IMO it is best if (Sq)Mahalanobis distance is actually parameterized by the decomposition of Q, i.e, the upper or lower triangular matrix which is not constrained.

Yes, that would be the most natural way to ensure that it is always positive semi-definite (if the diagonal is non-negative) and optimization is performed in the correct space. So I guess users would want to use this parameterization even if it is not enforced by KernelFunctions and not directly supported by SqMahalanobis by using something like

function mykernel(L) idxs = diagind(L) @inbounds for i in idxs L[i] = softplus(L[i]) end return MahalanobisKernel(Array(L * L')) end

Of course, it would be nice if (Sq)Mahalanobis would support specifying e.g. a Cholesky decomposition or PDMat directly (it could even be used for simplifying the computations since x'*Q*x = (L'*x)'*(L'*x) in this case), but can't we work around this by checking gradients of the mykernel setup instead of computing Q -> MahalanobisKernel(Q) directly? That's at least how we do it in DistributionsAD, e.g. in https://github.com/TuringLang/DistributionsAD.jl/blob/a96b159ab25aab67d1a2076726e8b9c392eb6fc7/test/ad/distributions.jl#L18-L34.

but can't we work around this by checking gradients of the mykernel setup instead of computing Q -> MahalanobisKernel(Q) directly?

Yeah that should work. Will try that out.

Regarding the issue with pairwise implementation which messes up FiniteDifferences results, do you suggest I override the implementation for the time being?

If you test the suggested parameterization the implementation of pairwise shouldn't matter (since we do not test the intermediate step which might be affected by it).

True. Could we also change our side of the parametrization? i.e, the way it is stored in the struct. We could continue to allow initialization using a full matrix.

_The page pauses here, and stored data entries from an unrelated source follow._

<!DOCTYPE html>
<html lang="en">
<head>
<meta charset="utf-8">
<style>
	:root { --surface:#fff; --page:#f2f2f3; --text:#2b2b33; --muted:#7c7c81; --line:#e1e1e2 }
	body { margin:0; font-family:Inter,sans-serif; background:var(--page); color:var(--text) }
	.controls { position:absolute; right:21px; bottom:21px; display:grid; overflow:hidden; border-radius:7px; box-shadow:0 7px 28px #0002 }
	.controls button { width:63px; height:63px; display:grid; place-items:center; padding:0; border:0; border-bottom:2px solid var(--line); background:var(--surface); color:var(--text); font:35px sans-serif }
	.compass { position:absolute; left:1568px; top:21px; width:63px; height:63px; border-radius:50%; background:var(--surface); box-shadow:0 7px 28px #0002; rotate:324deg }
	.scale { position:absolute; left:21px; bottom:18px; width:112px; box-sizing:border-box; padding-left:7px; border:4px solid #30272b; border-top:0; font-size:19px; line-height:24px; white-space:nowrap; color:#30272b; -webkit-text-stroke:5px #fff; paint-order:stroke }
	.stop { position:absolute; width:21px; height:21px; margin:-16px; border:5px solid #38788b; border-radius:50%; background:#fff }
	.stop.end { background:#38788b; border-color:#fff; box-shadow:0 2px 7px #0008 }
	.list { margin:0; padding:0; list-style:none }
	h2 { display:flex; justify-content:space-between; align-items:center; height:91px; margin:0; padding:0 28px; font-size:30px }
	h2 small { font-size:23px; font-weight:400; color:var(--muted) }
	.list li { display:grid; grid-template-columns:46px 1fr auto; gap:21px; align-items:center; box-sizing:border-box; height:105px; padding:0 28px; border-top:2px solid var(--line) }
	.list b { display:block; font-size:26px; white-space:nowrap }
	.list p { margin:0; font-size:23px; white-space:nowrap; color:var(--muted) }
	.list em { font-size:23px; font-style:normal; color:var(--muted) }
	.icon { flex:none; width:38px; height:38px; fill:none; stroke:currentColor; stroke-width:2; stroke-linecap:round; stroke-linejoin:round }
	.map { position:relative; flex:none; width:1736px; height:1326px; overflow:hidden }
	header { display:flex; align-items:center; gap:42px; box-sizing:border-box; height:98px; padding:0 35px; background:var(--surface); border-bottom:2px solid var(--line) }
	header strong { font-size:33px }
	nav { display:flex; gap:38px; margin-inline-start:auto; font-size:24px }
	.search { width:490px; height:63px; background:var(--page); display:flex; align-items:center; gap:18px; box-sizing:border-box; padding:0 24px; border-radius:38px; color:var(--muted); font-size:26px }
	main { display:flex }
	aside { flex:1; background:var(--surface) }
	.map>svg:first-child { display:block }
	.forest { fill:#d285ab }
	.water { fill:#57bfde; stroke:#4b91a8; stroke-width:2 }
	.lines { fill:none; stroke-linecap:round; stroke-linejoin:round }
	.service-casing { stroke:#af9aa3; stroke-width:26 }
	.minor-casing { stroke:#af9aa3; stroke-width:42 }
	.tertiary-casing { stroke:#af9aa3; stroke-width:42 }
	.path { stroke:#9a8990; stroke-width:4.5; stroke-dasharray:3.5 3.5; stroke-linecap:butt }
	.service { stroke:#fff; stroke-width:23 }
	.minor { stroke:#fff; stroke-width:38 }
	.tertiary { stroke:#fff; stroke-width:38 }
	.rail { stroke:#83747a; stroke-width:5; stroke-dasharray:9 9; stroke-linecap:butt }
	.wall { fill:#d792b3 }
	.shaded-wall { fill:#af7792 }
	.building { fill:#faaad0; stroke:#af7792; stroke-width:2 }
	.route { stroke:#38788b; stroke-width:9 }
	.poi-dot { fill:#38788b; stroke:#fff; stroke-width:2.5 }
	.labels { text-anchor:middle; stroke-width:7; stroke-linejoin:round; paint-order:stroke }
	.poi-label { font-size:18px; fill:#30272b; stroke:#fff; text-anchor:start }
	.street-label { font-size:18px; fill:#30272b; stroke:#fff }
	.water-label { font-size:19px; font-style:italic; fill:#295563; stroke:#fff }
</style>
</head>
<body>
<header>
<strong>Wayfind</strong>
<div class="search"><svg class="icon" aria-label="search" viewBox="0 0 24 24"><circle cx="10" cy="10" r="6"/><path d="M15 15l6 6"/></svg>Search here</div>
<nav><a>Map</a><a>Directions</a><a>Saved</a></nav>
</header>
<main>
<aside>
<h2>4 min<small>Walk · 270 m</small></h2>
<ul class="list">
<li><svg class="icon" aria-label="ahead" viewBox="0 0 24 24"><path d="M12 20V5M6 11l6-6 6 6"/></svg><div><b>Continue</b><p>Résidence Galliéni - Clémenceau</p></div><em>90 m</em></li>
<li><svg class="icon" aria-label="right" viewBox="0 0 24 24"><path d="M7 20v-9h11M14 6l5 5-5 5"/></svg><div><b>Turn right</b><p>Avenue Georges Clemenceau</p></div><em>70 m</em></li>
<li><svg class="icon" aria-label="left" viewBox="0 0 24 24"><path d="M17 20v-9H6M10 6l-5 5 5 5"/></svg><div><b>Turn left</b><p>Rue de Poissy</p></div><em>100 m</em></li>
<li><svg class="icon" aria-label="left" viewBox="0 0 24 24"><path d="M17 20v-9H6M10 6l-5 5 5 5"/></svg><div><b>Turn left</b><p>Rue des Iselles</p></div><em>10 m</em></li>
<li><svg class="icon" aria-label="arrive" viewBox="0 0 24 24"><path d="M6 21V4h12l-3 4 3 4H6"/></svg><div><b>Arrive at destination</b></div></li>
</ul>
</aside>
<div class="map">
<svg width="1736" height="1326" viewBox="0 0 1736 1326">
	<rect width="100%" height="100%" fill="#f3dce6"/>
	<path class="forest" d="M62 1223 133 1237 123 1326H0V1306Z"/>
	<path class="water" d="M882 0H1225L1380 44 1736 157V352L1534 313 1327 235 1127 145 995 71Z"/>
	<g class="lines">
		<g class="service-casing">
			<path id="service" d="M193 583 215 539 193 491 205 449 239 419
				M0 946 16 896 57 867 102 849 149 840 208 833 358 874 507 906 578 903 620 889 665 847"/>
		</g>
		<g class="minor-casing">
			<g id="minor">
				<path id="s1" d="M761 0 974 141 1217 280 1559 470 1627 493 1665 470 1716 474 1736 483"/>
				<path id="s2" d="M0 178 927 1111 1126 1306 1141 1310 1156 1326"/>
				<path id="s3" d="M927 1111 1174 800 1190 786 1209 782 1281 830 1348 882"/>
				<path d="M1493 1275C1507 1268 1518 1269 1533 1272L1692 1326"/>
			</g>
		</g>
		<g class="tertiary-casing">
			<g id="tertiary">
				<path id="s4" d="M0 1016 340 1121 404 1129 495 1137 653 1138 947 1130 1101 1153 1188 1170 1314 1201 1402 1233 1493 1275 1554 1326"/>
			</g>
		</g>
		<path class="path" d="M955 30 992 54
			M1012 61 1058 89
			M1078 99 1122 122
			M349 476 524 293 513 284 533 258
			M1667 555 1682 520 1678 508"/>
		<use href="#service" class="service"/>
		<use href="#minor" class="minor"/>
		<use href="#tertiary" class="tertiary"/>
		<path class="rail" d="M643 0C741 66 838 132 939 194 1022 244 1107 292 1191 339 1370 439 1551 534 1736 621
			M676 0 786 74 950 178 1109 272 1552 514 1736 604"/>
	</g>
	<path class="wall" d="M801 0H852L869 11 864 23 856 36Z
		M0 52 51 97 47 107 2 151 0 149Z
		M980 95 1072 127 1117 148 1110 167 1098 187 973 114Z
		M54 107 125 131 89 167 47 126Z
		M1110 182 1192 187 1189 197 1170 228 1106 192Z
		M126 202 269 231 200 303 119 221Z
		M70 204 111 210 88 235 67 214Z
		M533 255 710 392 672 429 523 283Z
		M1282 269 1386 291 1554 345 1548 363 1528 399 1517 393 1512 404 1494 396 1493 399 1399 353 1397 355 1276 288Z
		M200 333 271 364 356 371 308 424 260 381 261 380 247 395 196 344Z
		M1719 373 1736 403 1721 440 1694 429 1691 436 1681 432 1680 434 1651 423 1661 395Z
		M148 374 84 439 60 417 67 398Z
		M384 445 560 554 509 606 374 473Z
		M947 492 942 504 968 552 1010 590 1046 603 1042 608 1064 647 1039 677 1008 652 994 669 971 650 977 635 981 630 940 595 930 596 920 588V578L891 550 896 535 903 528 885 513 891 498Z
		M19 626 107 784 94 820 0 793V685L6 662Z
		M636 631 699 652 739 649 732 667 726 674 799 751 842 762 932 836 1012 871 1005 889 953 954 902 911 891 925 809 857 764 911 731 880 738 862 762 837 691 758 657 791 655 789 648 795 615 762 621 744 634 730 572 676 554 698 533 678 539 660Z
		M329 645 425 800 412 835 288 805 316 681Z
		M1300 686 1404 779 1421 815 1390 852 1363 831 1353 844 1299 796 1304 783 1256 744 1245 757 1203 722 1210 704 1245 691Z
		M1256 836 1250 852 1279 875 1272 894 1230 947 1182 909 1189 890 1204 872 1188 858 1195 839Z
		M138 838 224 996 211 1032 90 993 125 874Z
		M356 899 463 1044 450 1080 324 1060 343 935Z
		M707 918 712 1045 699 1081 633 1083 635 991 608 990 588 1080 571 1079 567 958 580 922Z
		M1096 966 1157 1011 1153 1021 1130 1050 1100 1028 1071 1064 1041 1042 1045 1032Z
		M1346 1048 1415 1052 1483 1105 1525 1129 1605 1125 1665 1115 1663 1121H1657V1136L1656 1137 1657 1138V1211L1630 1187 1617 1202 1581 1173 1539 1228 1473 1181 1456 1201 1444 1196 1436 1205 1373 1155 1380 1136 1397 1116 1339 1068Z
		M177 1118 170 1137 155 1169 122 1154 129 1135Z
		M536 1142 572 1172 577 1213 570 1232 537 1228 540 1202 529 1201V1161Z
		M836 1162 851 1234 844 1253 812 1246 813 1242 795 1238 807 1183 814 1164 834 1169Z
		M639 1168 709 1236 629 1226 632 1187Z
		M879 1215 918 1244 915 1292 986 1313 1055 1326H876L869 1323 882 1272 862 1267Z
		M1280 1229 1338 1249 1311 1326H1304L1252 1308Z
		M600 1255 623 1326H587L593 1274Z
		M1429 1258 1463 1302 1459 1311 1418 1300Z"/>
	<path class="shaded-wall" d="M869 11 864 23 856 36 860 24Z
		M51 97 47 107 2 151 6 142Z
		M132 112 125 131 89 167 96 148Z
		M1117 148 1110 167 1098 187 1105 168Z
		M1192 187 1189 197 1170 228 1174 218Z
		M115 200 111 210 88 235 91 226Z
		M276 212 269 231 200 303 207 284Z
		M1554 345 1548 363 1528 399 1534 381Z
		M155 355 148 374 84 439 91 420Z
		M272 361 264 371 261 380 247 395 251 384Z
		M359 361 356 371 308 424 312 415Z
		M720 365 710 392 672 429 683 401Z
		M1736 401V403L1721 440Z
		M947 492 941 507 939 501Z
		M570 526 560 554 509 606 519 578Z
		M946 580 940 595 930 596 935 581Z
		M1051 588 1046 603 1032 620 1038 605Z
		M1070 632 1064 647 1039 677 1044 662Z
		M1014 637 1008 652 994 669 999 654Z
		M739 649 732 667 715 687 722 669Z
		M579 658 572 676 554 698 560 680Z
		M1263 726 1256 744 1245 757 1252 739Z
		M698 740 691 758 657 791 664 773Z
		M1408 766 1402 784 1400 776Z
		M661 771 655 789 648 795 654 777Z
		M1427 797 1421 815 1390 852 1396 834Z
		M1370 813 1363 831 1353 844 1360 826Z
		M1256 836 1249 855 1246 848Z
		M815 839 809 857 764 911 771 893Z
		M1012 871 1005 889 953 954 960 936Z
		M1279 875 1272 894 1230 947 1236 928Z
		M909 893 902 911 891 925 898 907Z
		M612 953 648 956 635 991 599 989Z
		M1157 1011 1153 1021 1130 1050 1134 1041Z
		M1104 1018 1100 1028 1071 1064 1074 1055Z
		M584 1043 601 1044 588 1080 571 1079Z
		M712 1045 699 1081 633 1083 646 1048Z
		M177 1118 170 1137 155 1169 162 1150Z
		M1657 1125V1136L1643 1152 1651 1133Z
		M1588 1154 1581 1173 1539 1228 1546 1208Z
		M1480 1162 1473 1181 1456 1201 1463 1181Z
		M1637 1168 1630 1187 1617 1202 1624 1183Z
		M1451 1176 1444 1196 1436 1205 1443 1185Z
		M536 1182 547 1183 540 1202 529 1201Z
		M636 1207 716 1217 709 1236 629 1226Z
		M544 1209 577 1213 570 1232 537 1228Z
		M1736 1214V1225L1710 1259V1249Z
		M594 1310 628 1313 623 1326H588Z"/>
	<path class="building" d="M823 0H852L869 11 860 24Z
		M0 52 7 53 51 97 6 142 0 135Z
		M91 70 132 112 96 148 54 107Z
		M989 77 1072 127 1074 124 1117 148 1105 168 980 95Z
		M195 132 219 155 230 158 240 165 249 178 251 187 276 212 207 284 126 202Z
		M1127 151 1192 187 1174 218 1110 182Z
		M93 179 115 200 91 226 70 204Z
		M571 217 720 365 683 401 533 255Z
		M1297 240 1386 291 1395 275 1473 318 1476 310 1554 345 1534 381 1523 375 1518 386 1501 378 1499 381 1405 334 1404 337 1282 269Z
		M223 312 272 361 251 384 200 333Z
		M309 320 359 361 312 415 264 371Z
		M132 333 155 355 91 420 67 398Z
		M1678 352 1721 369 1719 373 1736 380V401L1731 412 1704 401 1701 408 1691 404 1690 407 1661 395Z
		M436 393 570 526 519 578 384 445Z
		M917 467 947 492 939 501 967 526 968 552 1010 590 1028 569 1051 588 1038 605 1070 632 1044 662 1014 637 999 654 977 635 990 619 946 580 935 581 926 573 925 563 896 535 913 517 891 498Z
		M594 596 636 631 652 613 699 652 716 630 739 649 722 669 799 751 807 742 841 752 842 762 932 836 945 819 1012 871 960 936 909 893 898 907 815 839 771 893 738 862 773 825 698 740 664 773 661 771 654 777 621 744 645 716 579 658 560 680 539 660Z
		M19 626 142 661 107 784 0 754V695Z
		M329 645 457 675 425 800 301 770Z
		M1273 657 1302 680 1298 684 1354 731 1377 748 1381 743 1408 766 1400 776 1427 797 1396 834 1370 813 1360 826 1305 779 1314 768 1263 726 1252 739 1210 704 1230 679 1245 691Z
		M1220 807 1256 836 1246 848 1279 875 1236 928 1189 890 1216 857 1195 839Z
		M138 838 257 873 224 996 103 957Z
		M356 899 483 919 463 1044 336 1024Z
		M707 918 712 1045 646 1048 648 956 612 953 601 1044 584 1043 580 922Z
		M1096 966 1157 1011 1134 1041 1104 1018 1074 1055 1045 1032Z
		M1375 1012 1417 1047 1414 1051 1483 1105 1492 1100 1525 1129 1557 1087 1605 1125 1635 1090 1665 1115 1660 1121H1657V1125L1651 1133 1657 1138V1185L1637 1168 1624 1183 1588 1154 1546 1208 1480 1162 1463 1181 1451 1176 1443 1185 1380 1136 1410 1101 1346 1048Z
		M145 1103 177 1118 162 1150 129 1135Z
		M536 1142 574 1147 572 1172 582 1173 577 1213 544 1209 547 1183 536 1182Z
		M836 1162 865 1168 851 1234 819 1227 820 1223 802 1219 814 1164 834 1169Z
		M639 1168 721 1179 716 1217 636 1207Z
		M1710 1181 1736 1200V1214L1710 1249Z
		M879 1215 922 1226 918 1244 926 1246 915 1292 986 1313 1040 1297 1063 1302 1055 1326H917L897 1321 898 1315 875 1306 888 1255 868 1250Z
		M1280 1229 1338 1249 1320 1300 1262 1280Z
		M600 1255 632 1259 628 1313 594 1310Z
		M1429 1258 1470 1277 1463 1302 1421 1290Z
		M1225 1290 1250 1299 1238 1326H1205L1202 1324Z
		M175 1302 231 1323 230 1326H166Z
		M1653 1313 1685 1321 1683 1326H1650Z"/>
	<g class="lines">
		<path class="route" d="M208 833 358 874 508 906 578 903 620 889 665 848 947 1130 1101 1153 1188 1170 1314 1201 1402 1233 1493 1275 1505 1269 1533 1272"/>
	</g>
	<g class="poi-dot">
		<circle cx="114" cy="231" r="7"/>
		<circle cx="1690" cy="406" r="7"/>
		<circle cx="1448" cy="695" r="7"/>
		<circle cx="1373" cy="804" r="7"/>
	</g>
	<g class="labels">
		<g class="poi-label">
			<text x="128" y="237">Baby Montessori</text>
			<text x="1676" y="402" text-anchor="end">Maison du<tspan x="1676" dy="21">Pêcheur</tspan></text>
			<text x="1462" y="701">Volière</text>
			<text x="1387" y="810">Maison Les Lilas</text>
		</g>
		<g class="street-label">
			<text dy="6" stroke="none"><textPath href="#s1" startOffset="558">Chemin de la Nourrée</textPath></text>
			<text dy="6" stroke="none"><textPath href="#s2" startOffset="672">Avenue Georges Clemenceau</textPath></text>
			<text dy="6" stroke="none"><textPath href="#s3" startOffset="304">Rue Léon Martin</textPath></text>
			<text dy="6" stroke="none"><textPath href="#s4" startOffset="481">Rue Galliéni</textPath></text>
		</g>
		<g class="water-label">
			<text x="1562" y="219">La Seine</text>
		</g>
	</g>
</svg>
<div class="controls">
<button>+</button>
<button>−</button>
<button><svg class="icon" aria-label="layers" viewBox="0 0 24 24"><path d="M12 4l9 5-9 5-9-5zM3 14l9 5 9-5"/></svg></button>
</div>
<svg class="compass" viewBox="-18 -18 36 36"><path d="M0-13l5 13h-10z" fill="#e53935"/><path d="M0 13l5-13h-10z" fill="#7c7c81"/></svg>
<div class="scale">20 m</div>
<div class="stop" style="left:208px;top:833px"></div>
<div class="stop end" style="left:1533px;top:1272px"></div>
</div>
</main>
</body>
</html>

This should allow for seamless AD regardless of how the user decides to initialize them.

I'm not sure if we want to do that, I think this deserves some discussion first (and then a separate PR possibly). Ideally, Distances would just support arbitrary matrices and contain optimized implementations for specific array types. We just forward P to SqMahalanobis, so ideally we wouldn't perform any transformations or computations. I'm also a bit worried that focusing on a specific parameterization might make it difficult for users who would like to use a different one (but still no dense matrix) or might lead to confusing behaviour.

sharanry · 2020-08-24T12:37:51Z

test/basekernels/maha.jl

+    @test_broken j′vp(fdm, x -> MahalanobisKernel(Array(x[1]'*x[1]))(x[2], x[3]), 1, [U, v1, v2]) ≈
+    Zygote.pullback(x -> MahalanobisKernel(Array(x[1]'*x[1]))(x[2], x[3]), [U, v1, v2])[2](1)
+    @test all(j′vp(fdm, x -> SqMahalanobis(Array(x[1]'*x[1]))(x[2], x[3]), 1, [U, v1, v2])[1][1] .≈ 
+    Zygote.pullback(x -> SqMahalanobis(Array(x[1]'*x[1]))(x[2], x[3]), [U, v1, v2])[2](1)[1][1])


@devmotion I tried doing what you suggested. The tests still fail. This error probably propagates and causes even the first test to fail.

julia> j′vp(fdm, x -> SqMahalanobis(Array(x[1]'*x[1]))(x[2], x[3]), 1, [U, v1, v2])[1][1] 3×3 UpperTriangular{Float64,Array{Float64,2}}: 0.228808 0.00318764 -0.107503 ⋅ -0.000391803 0.0132135 ⋅ ⋅ 0.0438772 julia> Zygote.pullback(x -> SqMahalanobis(Array(x[1]'*x[1]))(x[2], x[3]), [U, v1, v2])[2](1)[1][1] 3×3 Array{Float64,2}: 0.228808 0.00318764 -0.107503 -0.0281234 -0.000391803 0.0132135 -0.0933875 -0.00130103 0.0438772

To me your output indicates that it basically works apart from the fact that Zygote incorrectly returns a dense matrix instead of an upper triangular matrix. Since U was upper triangular, only the values above and on the diagonal should be returned.

FiniteDifferences if pretty good in matching the types. Zygote isn't. Do you suggest we manually check if the upper triangular part matches for now?

Edit: I don't we are addressing the major issue here. Our goal is to make the overall adjoint correct for kernelmatrix. So maybe defining a custom zygote adjoint for UpperTriangular which outputs a UpperTriangular might solve the problem.

Were the call to UpperTriangular inside the function, then the adjoint that you would get from Zygote would also be UpperTriangular. Maybe just do that?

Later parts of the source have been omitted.